Task instructions | Start at the line in the entries below that contains "For a GIS import: Build", stop at the line that contains "Input: one rendered", and output exactly the lines in that span, both ends included.

Input records |

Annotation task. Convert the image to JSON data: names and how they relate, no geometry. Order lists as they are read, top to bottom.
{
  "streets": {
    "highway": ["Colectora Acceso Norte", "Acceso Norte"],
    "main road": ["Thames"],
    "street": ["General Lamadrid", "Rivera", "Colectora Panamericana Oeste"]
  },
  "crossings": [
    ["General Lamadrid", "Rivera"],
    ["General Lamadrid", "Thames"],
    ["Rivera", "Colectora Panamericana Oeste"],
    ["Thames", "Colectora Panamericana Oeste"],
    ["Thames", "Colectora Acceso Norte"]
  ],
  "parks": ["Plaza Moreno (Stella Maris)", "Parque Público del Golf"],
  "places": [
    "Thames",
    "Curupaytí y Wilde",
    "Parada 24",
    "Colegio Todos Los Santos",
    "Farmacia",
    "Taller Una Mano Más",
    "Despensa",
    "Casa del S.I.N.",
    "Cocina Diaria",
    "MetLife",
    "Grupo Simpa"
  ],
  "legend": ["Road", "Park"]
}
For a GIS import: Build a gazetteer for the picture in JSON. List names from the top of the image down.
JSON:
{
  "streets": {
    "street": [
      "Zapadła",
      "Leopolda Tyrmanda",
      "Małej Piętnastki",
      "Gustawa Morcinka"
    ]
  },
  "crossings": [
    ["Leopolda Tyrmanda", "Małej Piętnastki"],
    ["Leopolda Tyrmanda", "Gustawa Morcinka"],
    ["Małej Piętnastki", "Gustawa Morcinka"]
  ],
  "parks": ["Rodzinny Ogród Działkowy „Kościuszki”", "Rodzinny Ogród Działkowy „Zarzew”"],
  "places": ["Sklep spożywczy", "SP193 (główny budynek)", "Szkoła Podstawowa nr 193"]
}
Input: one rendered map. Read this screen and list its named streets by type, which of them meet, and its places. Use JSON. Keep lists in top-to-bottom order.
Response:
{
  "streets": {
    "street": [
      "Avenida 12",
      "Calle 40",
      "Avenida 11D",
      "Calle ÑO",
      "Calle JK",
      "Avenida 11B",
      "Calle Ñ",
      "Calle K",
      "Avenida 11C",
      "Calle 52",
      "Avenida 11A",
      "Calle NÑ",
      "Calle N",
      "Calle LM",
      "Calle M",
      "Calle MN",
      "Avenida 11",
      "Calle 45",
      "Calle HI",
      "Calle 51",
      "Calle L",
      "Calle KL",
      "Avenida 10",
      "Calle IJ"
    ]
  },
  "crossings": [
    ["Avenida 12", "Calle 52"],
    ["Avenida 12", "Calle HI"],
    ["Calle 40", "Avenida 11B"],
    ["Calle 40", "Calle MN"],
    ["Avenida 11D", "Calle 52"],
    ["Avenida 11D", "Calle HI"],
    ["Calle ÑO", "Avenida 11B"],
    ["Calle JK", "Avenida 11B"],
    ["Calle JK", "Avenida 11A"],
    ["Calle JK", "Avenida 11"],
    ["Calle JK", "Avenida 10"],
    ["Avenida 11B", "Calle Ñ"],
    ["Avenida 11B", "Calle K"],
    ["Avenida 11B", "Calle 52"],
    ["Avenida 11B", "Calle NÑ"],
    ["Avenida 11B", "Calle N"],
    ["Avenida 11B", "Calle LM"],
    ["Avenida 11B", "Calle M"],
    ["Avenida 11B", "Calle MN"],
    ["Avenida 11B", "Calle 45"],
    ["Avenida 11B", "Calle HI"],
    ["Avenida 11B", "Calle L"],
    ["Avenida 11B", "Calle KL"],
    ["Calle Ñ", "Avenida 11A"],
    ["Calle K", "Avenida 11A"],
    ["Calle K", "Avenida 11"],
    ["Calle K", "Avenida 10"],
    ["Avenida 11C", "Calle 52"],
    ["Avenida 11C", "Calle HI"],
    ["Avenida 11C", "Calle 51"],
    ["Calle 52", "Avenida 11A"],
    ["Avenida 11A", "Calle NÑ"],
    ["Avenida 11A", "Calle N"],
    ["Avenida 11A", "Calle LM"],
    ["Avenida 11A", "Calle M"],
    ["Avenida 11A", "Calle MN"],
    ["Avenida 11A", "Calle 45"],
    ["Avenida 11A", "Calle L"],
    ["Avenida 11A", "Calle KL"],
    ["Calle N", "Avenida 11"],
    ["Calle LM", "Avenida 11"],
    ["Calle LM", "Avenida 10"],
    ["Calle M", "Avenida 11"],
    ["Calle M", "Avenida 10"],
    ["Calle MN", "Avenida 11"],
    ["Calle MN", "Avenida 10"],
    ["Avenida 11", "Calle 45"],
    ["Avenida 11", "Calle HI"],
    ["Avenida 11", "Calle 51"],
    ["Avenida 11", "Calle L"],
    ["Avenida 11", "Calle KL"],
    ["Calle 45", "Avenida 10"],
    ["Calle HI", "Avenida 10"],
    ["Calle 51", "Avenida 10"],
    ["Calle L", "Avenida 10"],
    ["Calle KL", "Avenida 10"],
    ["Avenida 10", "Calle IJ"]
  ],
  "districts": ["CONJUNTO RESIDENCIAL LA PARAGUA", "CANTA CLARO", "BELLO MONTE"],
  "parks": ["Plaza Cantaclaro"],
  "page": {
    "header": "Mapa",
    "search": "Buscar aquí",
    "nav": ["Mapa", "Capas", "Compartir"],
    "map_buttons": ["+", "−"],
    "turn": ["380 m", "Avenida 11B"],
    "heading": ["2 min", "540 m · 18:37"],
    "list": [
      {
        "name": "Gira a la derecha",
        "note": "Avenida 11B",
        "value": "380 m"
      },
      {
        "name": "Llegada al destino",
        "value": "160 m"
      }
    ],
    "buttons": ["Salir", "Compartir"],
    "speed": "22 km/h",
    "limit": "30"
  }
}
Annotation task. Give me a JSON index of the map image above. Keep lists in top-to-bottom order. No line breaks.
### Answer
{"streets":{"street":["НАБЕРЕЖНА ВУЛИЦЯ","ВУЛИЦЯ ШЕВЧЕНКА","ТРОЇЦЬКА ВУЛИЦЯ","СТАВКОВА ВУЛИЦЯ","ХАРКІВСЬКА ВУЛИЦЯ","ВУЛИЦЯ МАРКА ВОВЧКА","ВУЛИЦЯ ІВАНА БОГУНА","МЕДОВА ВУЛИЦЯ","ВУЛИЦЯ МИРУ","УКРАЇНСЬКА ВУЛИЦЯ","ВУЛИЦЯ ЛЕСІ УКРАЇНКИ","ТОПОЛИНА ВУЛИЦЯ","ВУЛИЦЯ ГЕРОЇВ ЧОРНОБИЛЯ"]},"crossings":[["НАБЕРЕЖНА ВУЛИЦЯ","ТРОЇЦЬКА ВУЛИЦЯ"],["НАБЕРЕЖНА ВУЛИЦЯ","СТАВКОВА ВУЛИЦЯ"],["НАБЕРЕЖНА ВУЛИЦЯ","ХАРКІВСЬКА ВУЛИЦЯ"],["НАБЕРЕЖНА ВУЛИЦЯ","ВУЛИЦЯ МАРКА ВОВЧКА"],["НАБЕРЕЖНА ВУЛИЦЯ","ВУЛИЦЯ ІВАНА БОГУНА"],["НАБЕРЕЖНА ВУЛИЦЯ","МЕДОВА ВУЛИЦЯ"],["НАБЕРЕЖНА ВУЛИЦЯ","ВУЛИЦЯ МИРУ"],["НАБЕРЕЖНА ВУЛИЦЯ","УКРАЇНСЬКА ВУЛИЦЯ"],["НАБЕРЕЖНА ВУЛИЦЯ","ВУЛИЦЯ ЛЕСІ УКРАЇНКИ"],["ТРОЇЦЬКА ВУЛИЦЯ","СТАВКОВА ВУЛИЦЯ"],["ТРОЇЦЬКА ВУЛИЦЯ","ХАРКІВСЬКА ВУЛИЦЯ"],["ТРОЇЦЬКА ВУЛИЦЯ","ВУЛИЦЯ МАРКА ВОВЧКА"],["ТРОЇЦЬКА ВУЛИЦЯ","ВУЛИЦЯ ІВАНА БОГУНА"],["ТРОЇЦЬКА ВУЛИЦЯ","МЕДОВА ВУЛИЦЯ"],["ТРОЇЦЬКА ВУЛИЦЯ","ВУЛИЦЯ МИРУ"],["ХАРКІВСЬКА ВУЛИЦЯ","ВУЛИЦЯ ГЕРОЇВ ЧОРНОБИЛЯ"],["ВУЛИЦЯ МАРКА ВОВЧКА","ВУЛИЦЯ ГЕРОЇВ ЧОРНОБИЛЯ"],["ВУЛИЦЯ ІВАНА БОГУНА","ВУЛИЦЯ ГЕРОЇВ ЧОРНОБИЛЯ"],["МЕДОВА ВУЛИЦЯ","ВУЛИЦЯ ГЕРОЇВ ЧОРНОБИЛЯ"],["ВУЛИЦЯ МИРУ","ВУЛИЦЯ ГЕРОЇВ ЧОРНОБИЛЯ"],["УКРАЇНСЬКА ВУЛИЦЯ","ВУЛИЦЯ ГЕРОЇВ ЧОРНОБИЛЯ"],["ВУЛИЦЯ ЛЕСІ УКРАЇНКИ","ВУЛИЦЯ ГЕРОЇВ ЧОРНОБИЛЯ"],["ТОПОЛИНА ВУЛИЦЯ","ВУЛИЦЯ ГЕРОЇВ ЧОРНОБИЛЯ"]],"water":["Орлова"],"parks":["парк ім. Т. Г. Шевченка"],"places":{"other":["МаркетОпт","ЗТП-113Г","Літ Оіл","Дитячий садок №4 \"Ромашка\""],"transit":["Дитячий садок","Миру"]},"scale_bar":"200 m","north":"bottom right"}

Result below |
For a GIS import: Build a gazetteer for the picture in JSON. List names from the top of the image down.
JSON:
{
  "streets": {
    "street": [
      "Zapadła",
      "Leopolda Tyrmanda",
      "Małej Piętnastki",
      "Gustawa Morcinka"
    ]
  },
  "crossings": [
    ["Leopolda Tyrmanda", "Małej Piętnastki"],
    ["Leopolda Tyrmanda", "Gustawa Morcinka"],
    ["Małej Piętnastki", "Gustawa Morcinka"]
  ],
  "parks": ["Rodzinny Ogród Działkowy „Kościuszki”", "Rodzinny Ogród Działkowy „Zarzew”"],
  "places": ["Sklep spożywczy", "SP193 (główny budynek)", "Szkoła Podstawowa nr 193"]
}
Input: one rendered map. Read this screen and list its named streets by type, which of them meet, and its places. Use JSON. Keep lists in top-to-bottom order.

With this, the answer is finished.